Dressing like a lawyer
A recent article in Inside Higher Ed titled, Brains Not Clothes, brings up an important point that applies to pretty much all professional women or those that live under public scrutiny. We see a congressman jogging and the comments are about how he keeps his routine we see a congresswoman jogging and the comments are inevitably about her attire. Its an inescapable fact that I thought was articulated well in the following excerpt and one that I think any women practising in the legal profession can relate to. What do you think?
“Gender bias in student evaluations of faculty members is a well-documented phenomenon, and recent research suggests it even exists in online courses, where students only have access to a professor’s name, not her appearance. But looks factor in, too, of course. And this form of bias may be of particular importance in law due to the attention paid to professional attire by law publications, associations and schools. Take, for example, the 2013 essay in Legal Ink magazine telling women lawyers to “look like an attorney, not Lady Gaga,” or the now-infamous memo from a Loyola Marymount University Law School administrator to externship students, saying, “I really don’t need to mention that cleavage and stiletto heels are not appropriate office wear (outside of ridiculous lawyer TV shows), do I?” (A spokesman said the school no longer uses the memo.)

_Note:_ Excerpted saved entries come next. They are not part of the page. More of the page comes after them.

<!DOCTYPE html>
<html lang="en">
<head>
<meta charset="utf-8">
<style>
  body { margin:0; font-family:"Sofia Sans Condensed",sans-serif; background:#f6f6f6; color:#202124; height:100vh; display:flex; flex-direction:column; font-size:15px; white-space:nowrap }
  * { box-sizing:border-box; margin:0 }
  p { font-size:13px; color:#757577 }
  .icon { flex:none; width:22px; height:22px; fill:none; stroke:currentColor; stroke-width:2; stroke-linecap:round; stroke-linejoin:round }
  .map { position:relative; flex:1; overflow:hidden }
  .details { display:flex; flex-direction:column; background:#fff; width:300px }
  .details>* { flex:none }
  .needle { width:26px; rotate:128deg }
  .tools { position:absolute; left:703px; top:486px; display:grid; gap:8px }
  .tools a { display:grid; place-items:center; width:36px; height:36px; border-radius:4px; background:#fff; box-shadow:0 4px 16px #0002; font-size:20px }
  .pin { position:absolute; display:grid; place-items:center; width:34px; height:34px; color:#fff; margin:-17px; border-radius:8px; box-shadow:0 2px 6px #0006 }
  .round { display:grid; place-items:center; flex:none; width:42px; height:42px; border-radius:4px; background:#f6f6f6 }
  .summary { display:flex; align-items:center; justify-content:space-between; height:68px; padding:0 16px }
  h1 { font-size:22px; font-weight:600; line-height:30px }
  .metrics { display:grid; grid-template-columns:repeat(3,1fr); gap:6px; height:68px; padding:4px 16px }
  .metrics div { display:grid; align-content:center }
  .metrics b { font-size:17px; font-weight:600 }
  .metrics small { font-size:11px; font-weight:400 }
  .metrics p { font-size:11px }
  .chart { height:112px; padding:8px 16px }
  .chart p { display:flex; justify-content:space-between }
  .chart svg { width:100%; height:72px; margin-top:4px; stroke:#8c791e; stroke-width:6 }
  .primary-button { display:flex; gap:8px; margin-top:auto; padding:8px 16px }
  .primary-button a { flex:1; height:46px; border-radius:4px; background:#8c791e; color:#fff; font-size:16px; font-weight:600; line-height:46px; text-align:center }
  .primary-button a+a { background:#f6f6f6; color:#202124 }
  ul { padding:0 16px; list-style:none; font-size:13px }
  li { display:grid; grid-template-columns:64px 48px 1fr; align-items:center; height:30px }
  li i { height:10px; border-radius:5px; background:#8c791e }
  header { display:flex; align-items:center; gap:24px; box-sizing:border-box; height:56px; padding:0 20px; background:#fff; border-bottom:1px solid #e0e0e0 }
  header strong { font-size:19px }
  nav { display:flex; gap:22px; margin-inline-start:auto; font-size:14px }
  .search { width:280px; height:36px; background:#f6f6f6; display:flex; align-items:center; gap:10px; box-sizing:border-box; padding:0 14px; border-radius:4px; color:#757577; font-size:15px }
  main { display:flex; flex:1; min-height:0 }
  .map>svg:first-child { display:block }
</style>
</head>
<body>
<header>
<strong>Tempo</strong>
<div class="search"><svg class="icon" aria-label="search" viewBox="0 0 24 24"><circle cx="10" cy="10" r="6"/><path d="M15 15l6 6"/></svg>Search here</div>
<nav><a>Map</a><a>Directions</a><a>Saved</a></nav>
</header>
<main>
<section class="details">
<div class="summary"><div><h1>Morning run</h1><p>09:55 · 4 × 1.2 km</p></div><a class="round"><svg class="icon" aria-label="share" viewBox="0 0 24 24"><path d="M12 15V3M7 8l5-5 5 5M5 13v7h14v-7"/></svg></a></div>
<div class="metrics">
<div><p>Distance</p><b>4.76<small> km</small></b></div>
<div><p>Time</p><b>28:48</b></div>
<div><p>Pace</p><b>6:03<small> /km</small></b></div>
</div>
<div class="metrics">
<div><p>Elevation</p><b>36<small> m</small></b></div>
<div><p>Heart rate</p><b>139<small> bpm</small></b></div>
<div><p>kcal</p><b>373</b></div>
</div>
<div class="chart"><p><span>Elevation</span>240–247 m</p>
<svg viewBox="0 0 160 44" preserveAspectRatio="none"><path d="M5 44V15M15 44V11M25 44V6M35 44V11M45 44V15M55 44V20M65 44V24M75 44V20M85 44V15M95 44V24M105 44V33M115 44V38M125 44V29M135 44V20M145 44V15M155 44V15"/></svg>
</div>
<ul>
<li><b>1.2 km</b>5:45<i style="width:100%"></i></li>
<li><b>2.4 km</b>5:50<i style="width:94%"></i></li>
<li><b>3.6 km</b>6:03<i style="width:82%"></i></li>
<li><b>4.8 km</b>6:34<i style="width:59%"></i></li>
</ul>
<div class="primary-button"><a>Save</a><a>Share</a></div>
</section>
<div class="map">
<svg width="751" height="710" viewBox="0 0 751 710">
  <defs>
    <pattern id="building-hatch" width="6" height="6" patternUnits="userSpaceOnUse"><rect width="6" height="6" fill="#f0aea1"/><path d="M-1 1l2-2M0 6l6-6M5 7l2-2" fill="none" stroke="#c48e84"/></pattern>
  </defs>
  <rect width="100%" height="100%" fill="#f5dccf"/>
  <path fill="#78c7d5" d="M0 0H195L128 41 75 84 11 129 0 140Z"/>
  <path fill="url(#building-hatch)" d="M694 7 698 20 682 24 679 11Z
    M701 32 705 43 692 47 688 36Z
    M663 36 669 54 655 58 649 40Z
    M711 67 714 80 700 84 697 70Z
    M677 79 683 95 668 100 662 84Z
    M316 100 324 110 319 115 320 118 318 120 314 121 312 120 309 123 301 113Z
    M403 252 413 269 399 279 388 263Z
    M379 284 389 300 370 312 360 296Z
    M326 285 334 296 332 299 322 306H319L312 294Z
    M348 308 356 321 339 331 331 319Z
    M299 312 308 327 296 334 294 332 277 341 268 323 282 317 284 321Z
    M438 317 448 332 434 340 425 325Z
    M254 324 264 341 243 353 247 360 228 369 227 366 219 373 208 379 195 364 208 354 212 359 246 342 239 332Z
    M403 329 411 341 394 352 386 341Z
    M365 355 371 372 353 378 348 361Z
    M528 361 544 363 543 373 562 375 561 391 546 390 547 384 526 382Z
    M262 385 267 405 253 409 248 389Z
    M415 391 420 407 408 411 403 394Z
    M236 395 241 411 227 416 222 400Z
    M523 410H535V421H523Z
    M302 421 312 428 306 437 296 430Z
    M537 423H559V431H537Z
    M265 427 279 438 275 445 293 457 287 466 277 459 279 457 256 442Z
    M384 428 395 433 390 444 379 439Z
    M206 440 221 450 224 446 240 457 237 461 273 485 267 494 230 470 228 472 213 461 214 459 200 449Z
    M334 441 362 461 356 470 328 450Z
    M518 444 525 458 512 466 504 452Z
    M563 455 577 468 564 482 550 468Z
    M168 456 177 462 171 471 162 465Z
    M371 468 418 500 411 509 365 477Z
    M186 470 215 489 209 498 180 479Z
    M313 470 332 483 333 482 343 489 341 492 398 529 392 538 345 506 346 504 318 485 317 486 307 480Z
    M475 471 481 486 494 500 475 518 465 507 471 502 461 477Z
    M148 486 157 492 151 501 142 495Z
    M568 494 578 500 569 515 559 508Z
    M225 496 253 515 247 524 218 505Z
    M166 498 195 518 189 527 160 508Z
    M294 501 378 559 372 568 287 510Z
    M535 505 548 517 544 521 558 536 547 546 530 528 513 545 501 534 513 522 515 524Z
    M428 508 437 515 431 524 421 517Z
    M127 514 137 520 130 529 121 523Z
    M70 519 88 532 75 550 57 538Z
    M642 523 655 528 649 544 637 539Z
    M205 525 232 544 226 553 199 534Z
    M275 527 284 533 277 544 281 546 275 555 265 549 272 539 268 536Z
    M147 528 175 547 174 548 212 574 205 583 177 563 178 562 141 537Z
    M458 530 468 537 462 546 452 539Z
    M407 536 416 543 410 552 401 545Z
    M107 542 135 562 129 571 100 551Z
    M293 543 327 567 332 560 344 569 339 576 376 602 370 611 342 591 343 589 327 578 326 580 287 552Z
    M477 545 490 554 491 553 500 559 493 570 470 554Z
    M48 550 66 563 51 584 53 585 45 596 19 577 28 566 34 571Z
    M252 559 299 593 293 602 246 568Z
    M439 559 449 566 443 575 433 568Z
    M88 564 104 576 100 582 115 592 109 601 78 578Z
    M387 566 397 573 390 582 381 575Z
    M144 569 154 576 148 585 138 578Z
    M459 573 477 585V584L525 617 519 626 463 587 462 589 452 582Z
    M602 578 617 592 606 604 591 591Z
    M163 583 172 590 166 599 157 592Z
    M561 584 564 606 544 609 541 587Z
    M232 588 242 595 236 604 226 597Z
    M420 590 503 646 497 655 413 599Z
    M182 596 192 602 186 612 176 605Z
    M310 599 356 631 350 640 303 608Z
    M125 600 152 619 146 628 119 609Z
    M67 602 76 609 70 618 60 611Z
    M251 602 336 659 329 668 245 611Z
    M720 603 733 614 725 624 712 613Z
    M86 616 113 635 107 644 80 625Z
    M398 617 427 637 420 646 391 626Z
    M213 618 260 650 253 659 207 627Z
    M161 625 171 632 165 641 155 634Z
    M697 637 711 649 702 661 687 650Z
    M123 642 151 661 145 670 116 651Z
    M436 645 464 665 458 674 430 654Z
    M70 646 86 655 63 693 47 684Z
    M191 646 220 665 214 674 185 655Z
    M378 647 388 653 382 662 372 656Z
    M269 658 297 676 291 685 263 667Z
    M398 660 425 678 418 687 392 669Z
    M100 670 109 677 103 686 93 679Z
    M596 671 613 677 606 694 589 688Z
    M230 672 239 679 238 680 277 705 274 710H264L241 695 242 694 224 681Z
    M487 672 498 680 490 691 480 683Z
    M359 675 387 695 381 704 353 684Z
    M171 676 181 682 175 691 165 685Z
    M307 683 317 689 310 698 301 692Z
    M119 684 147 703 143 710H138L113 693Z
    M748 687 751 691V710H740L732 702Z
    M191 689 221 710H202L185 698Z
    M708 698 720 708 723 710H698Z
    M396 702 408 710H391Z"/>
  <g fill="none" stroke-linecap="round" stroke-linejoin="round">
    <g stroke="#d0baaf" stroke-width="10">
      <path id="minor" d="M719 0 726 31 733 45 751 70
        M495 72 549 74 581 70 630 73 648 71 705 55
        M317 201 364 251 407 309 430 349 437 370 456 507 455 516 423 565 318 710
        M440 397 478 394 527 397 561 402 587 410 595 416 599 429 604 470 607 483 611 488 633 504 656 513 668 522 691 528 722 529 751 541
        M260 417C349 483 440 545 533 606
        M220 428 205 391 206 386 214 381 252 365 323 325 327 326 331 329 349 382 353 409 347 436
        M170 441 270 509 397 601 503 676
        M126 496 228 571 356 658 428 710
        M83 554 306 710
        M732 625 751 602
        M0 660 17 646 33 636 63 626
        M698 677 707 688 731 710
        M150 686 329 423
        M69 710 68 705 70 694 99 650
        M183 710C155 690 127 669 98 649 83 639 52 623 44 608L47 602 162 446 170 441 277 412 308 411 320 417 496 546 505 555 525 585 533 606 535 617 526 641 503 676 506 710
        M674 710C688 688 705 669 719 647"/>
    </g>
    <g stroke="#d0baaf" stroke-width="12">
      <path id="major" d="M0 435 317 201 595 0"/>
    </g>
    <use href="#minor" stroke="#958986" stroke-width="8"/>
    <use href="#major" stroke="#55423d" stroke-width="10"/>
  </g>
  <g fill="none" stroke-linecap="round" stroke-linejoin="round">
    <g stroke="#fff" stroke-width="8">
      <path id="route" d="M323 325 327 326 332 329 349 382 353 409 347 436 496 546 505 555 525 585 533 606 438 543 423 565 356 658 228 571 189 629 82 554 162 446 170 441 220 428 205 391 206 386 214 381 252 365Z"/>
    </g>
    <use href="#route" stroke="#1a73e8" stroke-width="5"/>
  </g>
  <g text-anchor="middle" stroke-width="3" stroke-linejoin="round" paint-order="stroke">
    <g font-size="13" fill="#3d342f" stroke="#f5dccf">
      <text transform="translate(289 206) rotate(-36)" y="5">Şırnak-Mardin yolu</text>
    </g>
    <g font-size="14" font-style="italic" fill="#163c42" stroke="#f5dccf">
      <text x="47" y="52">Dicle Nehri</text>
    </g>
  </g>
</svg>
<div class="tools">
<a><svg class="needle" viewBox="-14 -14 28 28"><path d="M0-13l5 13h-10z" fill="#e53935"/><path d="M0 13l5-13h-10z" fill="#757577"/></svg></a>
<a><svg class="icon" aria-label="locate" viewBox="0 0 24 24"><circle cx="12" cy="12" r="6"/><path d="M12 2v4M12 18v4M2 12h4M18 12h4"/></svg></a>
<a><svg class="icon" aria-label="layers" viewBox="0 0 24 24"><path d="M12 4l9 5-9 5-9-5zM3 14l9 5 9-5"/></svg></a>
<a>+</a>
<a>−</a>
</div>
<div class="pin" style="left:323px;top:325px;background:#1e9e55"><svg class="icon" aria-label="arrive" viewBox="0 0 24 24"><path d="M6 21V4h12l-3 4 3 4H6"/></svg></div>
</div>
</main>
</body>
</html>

Lisa M. Passante, president of the National Association of Women Lawyers, said the organization was glad to see gender bias being raised at the law school level, and that it hoped Scales’s comments would “resonate with the students and cause them to think more deeply about the broader impact of their words on the careers of their professors, their classmates and women lawyers in general.” Much of the association’s work “addresses the biases women attorneys face for simply being female,” she added.” (Higher Ed, Brains Not Clothes).